SSH with information collect in remote host

To collect information from a remote host using SSH, you can execute commands directly:

ssh user@[hostname or IP address] "df -Th"

This command connects to the remote host and runs the df -Th command to display disk usage information.

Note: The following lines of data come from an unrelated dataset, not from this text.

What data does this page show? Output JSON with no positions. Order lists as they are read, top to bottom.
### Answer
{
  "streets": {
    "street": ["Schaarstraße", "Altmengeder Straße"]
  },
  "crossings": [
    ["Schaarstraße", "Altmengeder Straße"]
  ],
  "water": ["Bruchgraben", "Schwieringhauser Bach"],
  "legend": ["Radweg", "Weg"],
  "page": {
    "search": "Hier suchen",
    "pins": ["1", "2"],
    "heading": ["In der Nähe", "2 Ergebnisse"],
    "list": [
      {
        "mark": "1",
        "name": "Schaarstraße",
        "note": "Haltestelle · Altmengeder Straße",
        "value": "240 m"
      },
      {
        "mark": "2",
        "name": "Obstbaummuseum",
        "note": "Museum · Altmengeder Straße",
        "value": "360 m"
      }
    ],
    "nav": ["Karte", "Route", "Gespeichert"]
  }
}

SSH Deny user and Allow user

To deny or allow specific users to connect via SSH, you can modify the SSH configuration file /etc/ssh/sshd_config.

To deny a user:

echo "DenyUsers username" | sudo tee -a /etc/ssh/sshd_config

To allow a user:

echo "AllowUsers username" | sudo tee -a /etc/ssh/sshd_config

After making changes, restart the SSH service:

sudo systemctl restart sshd

Permanent Root login

To allow root login via SSH, edit the SSH configuration file /etc/ssh/sshd_config and set the following:

PermitRootLogin yes

After making changes, restart the SSH service:

sudo systemctl restart sshd

Password less SSH configuration step

To set up passwordless SSH login, follow these steps:

1. Generate an SSH key pair on the local machine:
ssh-keygen -t rsa -b 2048
2. Copy the public key to the remote server:
ssh-copy-id user@remote_host
3. Test the passwordless login:
ssh user@remote_host
            

SSH port change with SELinux

To change the SSH port and configure SELinux, follow these steps:

1. Edit the SSH configuration file:
sudo vim /etc/ssh/sshd_config
2. Change the port number:
Port 2222
3. Save and exit the file.
4. Update SELinux to allow the new port:
semanage port -a -t ssh_port_t -p tcp 2222
5. Restart the SSH service:
sudo systemctl restart sshd
6. Verify the new port is allowed in SELinux:
semanage port -l | grep ssh
7. Update the firewall to allow the new port:
sudo firewall-cmd --permanent --add-port=2222/tcp
sudo firewall-cmd --reload
            

Note: Ensure that the new port is allowed in your firewall settings.

Firewall Port forwarding step

To change a Traffic in port 22 to 2222

sudo firewall-cmd --permanent --add-forward-port=port=22:proto=tcp:toport=2222
sudo firewall-cmd --reload
            

This command forwards incoming traffic on port 22 to port 2222.